Pulling the Goalie By Keith Porteous
At the recent NATO Summit, Prime Minister Mark Carney committed Canada to spending somewhere between $150 to $200 billion annually by sometime in the early 2030s, some 5% of Canada’s Gross Domestic Product (GDP). Carney aims for Canada to meet NATO’s 2% of GDP military spending target by early 2026, from the current $41 billion annually (1.45% of GDP in 2024), five years ahead of earlier plans. These are the biggest increases in military spending since World War 2, and can only result in driving up Canada’s deficits and debt, already growing at alarming rates. Canada Defence Journal labels this a “deficit-fuelled doctrine,” signalling a massive fiscal expansion over the next several years.
While a third of this exploding military budget is to be earmarked for increases in the military’s wages, artificial intelligence, surveillance systems, and infrastructure, two thirds is slated to be spent on aircraft and other weapons systems, about $125 billion each year. And where will Canada buy these weapons systems from? The United States and its arms manufacturers, of course. How this dovetails with Carney’s avowed “elbows up”, “Canada First” rhetoric is anyone’s guess. How this will be paid for by the residents of Canada is the more pressing question. Carney has only said there will need to be “trade offs”, which certainly means spending cuts to health, education, and other human services. Elbows up? More like pulling the goalie!
In a clear demonstration of political posturing, Carney frames these hikes as necessary to counter new global threats (Russia, China, Arctic tension), reduce dependency on the U.S, and assert Canadian sovereignty. In no way will this massive new spending “reduce dependency on the U.S..” And how exactly, are Russia and China a military threat to Canada, or to the U.S. for that matter? With the rise of a multi-polar world, the economic rivalries of Russia and China are a threat to the U.S.’ full spectrum economic and military hegemony around the world. Russia spends about $150 billion a year on its military, China spends $250 billion, while the U.S. currently spends more than $1 trillion each year on its Pentagon budget alone.
Those of us who are concerned with the impact of human driven climate extremes should note that the U.S./NATO is the single largest carbon emitter on the planet. The massive growth in militarism adds to the unfolding climate catastrophe, while Western governments bring forward austerity budgets for the working classes, make hollow proclamations about mitigating climate change, and puts the U.S./NATO on a war footing with nuclear armed “adversaries” of their own making. Climate change will be the least of our concerns should NATO find itself in a direct war in a multi-polar world, where humanity cannot survive the fallout of a nuclear exchange. Currently, the wars between world powers are being waged through proxies.

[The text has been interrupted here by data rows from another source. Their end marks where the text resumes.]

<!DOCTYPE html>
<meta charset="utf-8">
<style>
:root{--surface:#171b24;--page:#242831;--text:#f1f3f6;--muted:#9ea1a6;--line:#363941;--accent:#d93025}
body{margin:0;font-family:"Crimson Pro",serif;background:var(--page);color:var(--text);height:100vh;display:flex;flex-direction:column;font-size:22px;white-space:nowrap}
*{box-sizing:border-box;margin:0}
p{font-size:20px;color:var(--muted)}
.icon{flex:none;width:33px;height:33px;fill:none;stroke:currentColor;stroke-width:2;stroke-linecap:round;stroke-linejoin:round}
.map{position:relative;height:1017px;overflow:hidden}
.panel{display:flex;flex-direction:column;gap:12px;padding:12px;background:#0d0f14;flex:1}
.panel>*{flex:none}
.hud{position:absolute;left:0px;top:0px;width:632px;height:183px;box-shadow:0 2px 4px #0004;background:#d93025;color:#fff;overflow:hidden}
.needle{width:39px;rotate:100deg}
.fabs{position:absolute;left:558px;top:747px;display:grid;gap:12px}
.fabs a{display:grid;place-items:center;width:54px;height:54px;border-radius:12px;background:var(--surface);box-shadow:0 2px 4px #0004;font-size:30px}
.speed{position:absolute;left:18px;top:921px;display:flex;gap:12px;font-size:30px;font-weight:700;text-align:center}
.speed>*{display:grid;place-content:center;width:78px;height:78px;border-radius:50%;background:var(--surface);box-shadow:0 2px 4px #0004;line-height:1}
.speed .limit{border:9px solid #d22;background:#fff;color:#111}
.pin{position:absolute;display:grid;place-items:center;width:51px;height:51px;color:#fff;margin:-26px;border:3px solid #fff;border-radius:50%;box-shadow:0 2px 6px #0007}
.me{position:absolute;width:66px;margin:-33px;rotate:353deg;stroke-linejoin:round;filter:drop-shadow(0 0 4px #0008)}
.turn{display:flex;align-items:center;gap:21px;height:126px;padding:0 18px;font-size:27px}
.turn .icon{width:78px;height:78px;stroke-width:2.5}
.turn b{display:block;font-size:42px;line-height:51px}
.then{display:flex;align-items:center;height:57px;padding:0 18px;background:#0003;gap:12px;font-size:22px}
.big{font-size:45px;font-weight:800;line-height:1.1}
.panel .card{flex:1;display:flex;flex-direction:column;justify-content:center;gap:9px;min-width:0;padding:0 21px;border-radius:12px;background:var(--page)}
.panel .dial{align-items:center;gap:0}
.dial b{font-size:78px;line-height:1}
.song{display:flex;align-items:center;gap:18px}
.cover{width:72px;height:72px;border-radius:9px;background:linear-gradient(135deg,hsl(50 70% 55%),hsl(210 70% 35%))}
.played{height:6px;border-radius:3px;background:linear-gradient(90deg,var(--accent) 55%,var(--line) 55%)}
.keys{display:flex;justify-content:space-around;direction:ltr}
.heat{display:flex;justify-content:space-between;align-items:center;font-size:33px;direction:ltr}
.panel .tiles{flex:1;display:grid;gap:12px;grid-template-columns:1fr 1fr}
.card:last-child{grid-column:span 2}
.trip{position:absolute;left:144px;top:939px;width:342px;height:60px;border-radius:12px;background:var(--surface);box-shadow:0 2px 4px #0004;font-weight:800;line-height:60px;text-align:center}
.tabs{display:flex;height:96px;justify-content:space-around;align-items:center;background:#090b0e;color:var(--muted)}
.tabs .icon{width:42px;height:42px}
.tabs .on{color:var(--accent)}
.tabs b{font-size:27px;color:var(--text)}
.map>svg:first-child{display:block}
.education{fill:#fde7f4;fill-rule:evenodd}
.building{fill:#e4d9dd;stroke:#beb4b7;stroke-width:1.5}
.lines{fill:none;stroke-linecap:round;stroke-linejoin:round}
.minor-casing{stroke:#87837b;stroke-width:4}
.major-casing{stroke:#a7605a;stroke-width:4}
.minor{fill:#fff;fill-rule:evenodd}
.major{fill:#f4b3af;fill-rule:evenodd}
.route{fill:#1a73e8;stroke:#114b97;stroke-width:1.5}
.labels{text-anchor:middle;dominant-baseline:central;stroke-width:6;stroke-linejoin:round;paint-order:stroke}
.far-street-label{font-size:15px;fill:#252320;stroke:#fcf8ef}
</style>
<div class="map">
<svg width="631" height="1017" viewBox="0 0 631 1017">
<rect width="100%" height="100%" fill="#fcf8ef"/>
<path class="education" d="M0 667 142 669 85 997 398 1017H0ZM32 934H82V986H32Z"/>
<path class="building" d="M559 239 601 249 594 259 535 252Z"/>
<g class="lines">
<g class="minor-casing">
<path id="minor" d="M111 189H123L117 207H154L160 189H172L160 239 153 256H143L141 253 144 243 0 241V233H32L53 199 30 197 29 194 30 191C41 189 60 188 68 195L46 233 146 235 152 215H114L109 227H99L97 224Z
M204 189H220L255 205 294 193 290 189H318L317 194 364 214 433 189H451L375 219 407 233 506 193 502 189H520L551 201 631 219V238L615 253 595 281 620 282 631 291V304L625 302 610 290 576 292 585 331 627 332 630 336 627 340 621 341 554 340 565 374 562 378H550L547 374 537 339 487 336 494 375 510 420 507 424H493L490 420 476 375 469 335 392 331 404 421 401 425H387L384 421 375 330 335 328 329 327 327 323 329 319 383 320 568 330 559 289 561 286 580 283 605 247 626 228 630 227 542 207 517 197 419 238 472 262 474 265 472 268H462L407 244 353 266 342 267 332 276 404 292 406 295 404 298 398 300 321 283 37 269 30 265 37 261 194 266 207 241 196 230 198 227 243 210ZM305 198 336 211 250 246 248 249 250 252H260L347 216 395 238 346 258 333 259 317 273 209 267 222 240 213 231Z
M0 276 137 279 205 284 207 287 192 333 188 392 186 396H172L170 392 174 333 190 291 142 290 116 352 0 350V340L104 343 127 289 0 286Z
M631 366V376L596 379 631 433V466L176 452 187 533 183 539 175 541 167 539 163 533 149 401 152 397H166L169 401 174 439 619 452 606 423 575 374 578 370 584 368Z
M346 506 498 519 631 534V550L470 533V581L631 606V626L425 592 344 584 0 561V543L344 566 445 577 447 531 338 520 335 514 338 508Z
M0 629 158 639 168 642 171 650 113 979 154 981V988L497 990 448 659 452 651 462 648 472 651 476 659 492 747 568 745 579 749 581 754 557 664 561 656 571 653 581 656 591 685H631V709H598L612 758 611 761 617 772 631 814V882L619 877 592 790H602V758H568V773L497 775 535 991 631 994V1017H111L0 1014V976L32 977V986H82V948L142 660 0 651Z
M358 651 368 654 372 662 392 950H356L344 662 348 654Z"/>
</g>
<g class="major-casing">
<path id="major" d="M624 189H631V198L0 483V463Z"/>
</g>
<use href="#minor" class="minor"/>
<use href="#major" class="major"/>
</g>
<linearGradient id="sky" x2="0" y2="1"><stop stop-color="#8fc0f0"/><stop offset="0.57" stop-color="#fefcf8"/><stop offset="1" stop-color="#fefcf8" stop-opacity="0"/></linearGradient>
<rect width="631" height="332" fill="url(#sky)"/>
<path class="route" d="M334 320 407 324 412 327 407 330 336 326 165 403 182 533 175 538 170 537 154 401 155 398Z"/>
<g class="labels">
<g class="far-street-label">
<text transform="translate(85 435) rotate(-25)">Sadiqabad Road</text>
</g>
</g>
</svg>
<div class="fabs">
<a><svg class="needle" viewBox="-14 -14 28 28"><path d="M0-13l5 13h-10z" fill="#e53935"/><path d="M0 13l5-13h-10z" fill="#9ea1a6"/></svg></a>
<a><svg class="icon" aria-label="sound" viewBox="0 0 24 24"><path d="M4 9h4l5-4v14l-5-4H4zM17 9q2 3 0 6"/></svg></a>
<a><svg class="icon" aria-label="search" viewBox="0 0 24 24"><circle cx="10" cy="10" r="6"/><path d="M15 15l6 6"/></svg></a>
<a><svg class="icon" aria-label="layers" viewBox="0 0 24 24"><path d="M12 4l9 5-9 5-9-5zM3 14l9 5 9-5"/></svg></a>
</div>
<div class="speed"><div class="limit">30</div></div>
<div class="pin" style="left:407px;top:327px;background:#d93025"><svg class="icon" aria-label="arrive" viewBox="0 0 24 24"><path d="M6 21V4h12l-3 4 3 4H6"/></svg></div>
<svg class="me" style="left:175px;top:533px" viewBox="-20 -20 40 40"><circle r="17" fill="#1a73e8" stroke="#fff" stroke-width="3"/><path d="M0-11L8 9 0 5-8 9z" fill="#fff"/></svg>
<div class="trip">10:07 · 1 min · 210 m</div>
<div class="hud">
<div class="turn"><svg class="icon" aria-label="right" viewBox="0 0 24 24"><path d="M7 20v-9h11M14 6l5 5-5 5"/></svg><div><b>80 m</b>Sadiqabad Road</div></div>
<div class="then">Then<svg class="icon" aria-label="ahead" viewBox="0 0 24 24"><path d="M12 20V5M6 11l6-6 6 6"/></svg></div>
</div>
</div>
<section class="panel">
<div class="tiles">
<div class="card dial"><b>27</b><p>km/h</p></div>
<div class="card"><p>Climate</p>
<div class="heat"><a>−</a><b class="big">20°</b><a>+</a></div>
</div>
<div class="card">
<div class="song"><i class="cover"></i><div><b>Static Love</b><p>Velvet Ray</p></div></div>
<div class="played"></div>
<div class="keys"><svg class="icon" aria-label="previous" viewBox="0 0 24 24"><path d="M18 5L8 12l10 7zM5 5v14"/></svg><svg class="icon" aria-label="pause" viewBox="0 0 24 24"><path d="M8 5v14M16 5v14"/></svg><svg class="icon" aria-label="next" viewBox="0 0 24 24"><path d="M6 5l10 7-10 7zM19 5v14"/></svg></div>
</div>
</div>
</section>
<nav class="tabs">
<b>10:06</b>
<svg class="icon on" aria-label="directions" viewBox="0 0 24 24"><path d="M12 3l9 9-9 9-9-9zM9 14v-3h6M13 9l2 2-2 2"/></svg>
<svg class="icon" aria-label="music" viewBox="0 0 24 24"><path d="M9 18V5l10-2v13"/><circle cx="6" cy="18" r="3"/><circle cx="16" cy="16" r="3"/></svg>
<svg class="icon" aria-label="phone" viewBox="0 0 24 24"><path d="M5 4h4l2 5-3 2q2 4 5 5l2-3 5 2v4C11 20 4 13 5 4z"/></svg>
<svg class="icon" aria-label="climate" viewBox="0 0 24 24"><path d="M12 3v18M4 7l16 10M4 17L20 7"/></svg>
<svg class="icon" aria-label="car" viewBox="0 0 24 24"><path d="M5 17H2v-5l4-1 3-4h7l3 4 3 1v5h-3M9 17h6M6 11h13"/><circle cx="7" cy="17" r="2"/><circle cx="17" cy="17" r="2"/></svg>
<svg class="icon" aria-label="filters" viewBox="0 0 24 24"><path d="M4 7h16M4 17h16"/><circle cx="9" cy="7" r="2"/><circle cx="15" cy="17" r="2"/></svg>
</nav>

In Canada’s most recent election, both Carney and the deplorable Pierre Poilievre supported raising Canada’s military spending to 2% of GDP as its NATO commitment, with polls showing about half of Canadians supporting the policy. Carney’s commitment to raising military spending to 5% of GDP, nearly $200 billion, is not supported by a majority of Canadians, and will drive cuts to those budget items that they depend on, while handing out more than $100 billion each year to American arms manufacturers. The theatre of a U.S.- Canada trade war, and fear mongering about the preposterous notion of a U.S. annexation of Canada by Trump, has been used to dupe Canadians into self-harming jingoism.

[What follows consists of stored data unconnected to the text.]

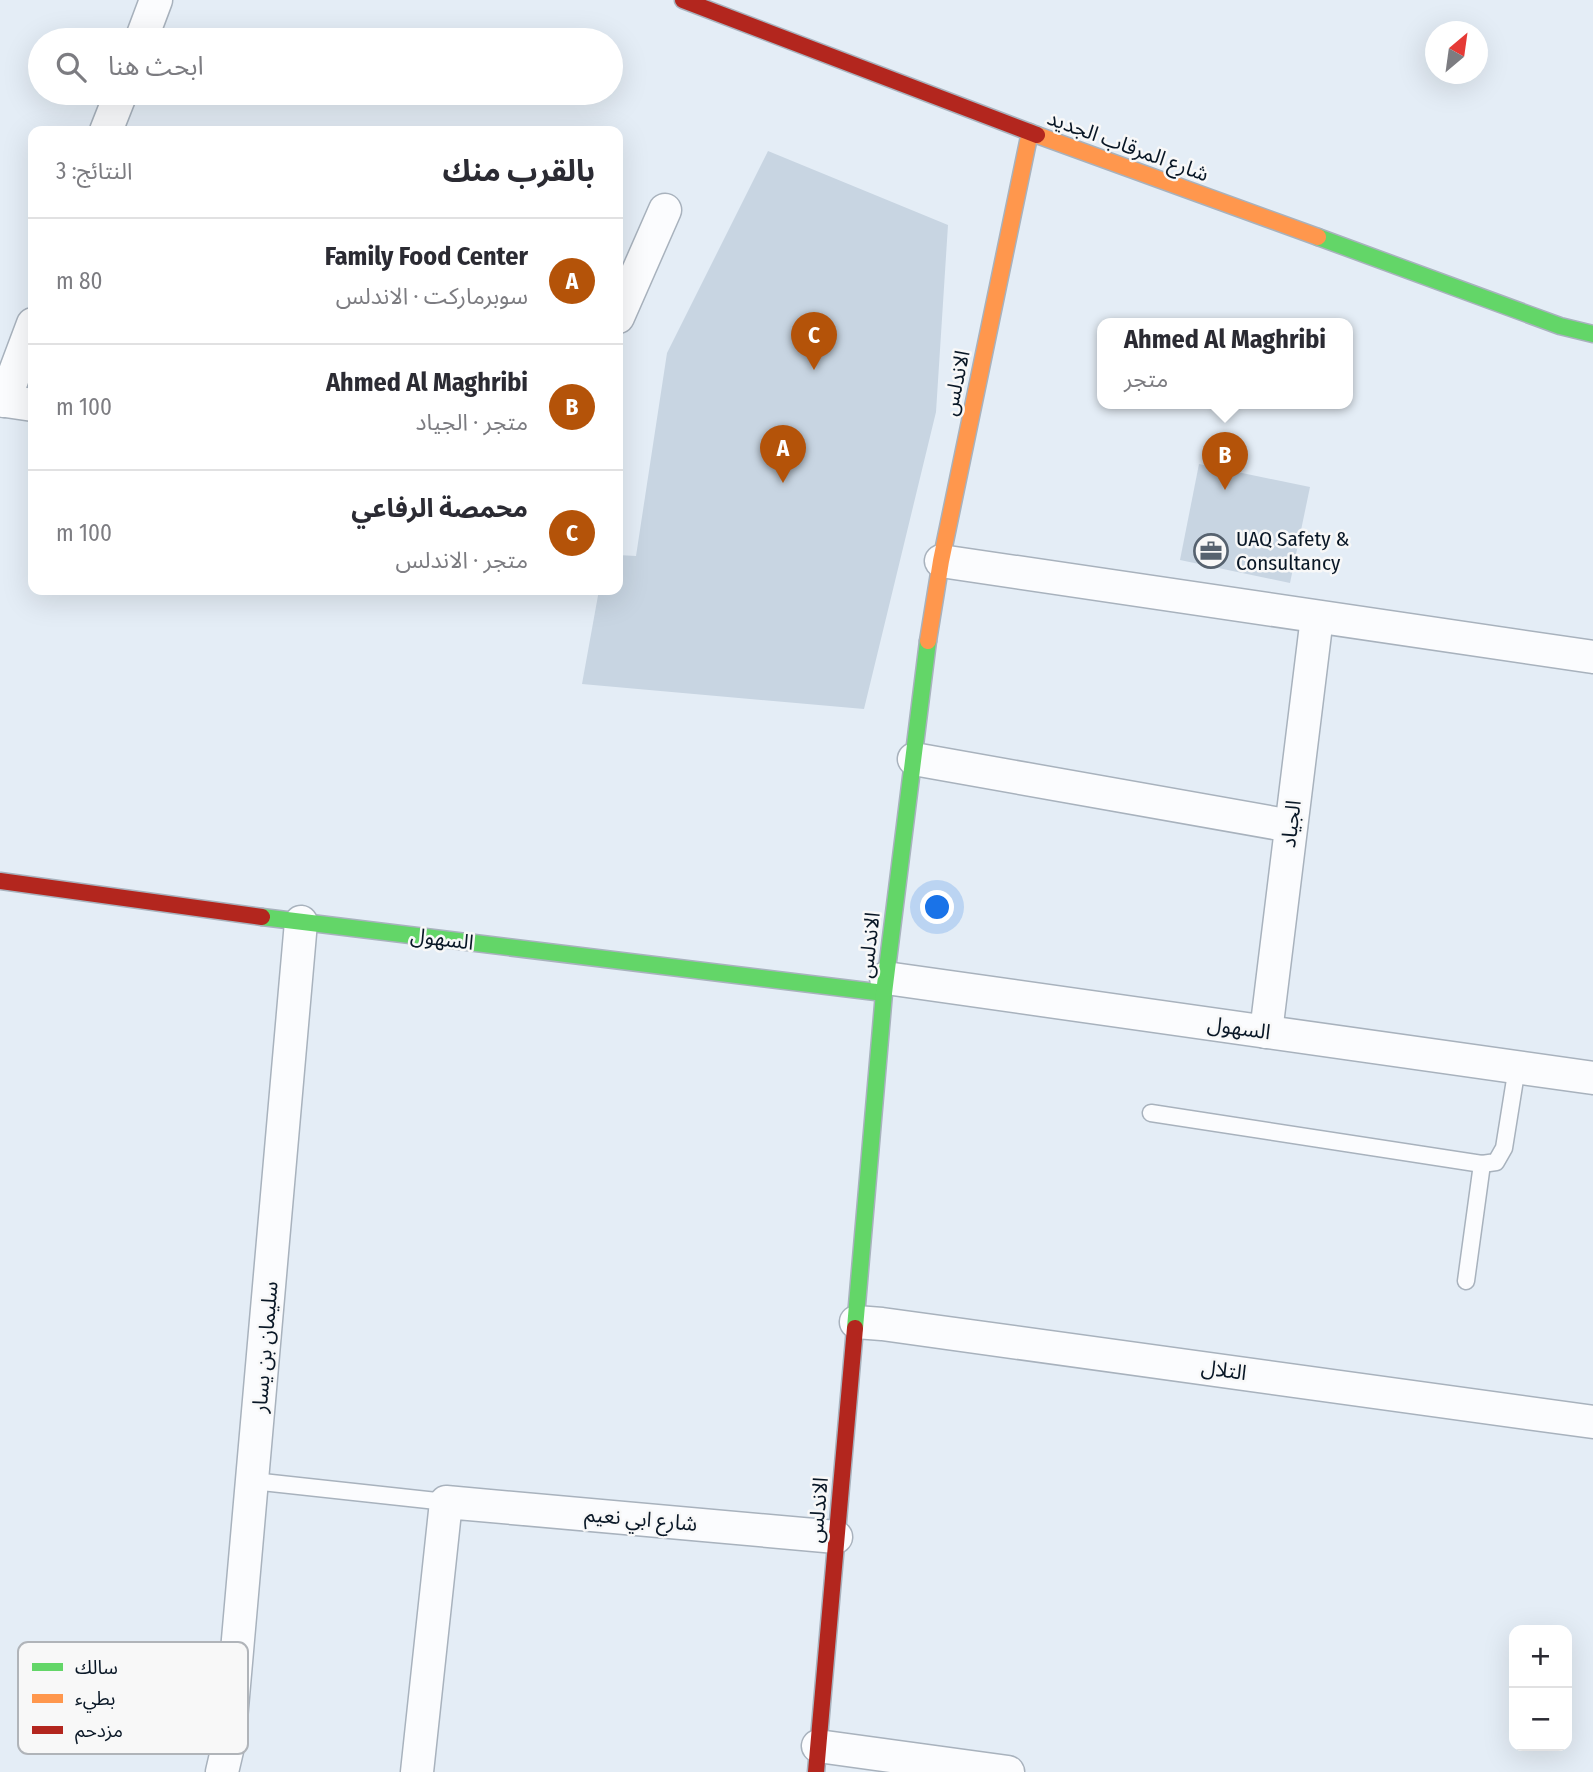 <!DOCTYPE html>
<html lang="ar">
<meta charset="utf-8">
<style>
body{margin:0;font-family:"Fira Sans Condensed","Noto Sans Arabic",sans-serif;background:#f7f7f7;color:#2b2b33;direction:rtl}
.controls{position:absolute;right:21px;bottom:21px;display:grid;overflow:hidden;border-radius:14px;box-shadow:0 7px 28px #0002}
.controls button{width:63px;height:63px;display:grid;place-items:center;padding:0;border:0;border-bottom:2px solid #e1e1e2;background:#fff;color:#2b2b33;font:35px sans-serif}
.compass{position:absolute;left:1425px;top:21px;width:63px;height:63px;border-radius:50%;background:#fff;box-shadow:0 7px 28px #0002;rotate:29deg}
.you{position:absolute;left:938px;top:908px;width:24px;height:24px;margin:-18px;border:5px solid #fff;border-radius:50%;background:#1a73e8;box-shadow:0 0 0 10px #1a73e833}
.badge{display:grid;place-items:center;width:46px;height:46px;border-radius:50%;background:#b45309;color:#fff;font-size:23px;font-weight:700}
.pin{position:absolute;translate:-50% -58px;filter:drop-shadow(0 2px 4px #0008)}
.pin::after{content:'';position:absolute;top:37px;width:24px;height:21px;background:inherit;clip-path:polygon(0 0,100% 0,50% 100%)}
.popup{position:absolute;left:1097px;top:318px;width:256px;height:91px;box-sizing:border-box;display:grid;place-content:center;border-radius:14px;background:#fff;filter:drop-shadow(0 2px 5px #0005);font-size:23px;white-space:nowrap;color:#7c7c81}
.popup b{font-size:26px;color:#2b2b33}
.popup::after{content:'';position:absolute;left:50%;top:100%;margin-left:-14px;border:14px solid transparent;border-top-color:#fff}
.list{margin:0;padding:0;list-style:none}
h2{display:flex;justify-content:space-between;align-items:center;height:91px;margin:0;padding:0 28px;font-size:30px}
h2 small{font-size:23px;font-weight:400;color:#7c7c81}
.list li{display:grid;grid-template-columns:46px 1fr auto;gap:21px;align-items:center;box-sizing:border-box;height:126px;padding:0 28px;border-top:2px solid #e1e1e2}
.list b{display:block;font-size:26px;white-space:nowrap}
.list p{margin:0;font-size:23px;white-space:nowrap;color:#7c7c81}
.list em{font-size:23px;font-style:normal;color:#7c7c81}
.icon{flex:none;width:38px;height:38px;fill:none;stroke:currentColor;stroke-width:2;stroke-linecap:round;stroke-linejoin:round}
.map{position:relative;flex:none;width:1593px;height:1772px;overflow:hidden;direction:ltr}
.search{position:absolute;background:#fff;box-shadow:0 7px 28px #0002;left:28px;top:28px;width:595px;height:77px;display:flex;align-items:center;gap:18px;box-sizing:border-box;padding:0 24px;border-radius:38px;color:#7c7c81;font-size:26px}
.panel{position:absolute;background:#fff;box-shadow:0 7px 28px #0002;left:28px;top:126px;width:595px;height:469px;border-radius:14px;direction:rtl}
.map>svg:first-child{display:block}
.building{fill:#c8d5e2}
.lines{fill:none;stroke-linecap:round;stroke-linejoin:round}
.lane-casing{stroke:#a8b2bd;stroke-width:19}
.street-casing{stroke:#a8b2bd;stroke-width:35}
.fast-casing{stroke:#a8b2bd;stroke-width:19}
.slow-casing{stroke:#a8b2bd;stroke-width:19}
.jam-casing{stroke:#a8b2bd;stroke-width:19}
.lane{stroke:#fbfcfe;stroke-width:16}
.street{stroke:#fbfcfe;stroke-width:32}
.fast{stroke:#63d668;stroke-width:16}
.slow{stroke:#ff974d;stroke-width:16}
.jam{stroke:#b3261e;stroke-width:16}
.labels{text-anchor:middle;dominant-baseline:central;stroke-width:5;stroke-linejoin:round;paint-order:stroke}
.street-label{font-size:21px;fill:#091726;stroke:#f8f8f8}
.poi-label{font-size:21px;fill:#091726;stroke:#f8f8f8;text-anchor:start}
.key{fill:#f8f8f8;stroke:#b0b4b9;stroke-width:2}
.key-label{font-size:19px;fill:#091726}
</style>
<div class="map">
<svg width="1593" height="1772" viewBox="0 0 1593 1772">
<rect width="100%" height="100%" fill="#e4edf6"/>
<g class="building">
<path d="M768,151L948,225L936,412L864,709L582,684L599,590H618V555L636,556L667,353Z"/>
<path d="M1199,464L1310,487L1290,583L1180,560Z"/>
</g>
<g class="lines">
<g class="lane-casing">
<g id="lane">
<path d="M1151,1113L1482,1164L1496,1162L1504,1148L1517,1067"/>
<path d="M1466,1281L1482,1164"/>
<path d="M253,1481L446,1502"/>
</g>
</g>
<g class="street-casing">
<g id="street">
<path d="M141,40L156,0"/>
<path d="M106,131L121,93"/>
<path d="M618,317L665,210"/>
<path d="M0,400L33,405"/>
<path d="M4,401L33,324"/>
<path d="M941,561L1593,657"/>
<path d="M914,759L1291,826"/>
<path d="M886,978L1593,1078"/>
<path d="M1266,1032L1317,617"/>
<path d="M856,1322L882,1324L1593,1422"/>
<path d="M818,1746L1008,1772"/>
<path d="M222,1772L229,1742L301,922"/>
<path d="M417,1772L446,1502L836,1537"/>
</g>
</g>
<g class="fast-casing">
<g id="fast">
<path d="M1318,237L1560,326L1593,334"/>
<path d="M262,917L884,993"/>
<path d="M855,1328L884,993L928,641"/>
</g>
</g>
<g class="slow-casing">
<g id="slow">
<path d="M1037,135L1318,237"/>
<path d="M928,641L941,561L1030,132"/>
</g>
</g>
<g class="jam-casing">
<g id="jam">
<path d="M683,0L1037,135"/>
<path d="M0,881L262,917"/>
<path d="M816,1772L855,1328"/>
</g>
</g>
<use href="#lane" class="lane"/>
<use href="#street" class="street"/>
<use href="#fast" class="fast"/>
<use href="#slow" class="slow"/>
<use href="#jam" class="jam"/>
</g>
<defs>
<g id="office-ring" transform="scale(1.75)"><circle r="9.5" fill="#f8f8f8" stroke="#56626f" stroke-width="1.5"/><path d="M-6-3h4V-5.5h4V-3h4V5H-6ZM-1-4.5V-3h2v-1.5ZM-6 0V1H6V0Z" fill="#56626f"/></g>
</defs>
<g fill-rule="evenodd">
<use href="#office-ring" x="1211" y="551"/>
</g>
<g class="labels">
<g class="street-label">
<text transform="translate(1128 146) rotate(20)">شارع المرقاب الجديد</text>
<text transform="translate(956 383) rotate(-78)">الاندلس</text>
<text transform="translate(1291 824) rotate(-83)">الجياد</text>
<text transform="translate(442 939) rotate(7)">السهول</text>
<text transform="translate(869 945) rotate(-83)">الاندلس</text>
<text transform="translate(1239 1028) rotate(8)">السهول</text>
<text transform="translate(265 1347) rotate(-85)">سليمان بن يسار</text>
<text transform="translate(1224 1370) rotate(8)">التلال</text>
<text transform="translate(818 1510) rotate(-85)">الاندلس</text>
<text transform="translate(641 1519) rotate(5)">شارع ابي نعيم</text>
</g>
<g class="poi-label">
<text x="1236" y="539">UAQ Safety &amp;<tspan x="1236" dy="24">Consultancy</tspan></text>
</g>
</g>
<rect x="18" y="1642" width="230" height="112" rx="10" class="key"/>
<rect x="32" y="1663" width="31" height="8" fill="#63d668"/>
<rect x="32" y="1694" width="31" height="9" fill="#ff974d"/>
<rect x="32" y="1726" width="31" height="8" fill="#b3261e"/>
<g class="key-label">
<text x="75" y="1674">سالك</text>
<text x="75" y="1705">بطيء</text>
<text x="75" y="1737">مزدحم</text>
</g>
</svg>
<div class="controls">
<button>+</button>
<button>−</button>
</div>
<svg class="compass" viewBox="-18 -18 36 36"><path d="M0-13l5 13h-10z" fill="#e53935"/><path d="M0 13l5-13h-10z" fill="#7c7c81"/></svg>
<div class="you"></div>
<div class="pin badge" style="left:783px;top:483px">A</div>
<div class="pin badge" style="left:1225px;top:490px">B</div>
<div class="popup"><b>Ahmed Al Maghribi</b>متجر</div>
<div class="pin badge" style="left:814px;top:370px">C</div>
<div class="search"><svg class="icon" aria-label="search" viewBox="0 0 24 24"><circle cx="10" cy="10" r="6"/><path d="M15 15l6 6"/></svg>ابحث هنا</div>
<section class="panel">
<h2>بالقرب منك<small>النتائج: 3</small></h2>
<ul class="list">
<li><span class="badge">A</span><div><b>Family Food Center</b><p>سوبرماركت · الاندلس</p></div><em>80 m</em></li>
<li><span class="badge">B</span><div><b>Ahmed Al Maghribi</b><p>متجر · الجياد</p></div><em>100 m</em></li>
<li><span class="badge">C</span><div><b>محمصة الرفاعي</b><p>متجر · الاندلس</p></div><em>100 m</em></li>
</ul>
</section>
</div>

Prime Minister Carney is “countering” Donald Trump with massive increases to military spending, tax cuts for multinational corporations, fast tracking American owned resource extraction mega-projects, and green-lighting more pipelines. And in doing so, he is lowering the standards of environmental review and First Nations’ consent. With the pernicious policies of Liberals like these, who needs the deplorable Conservatives?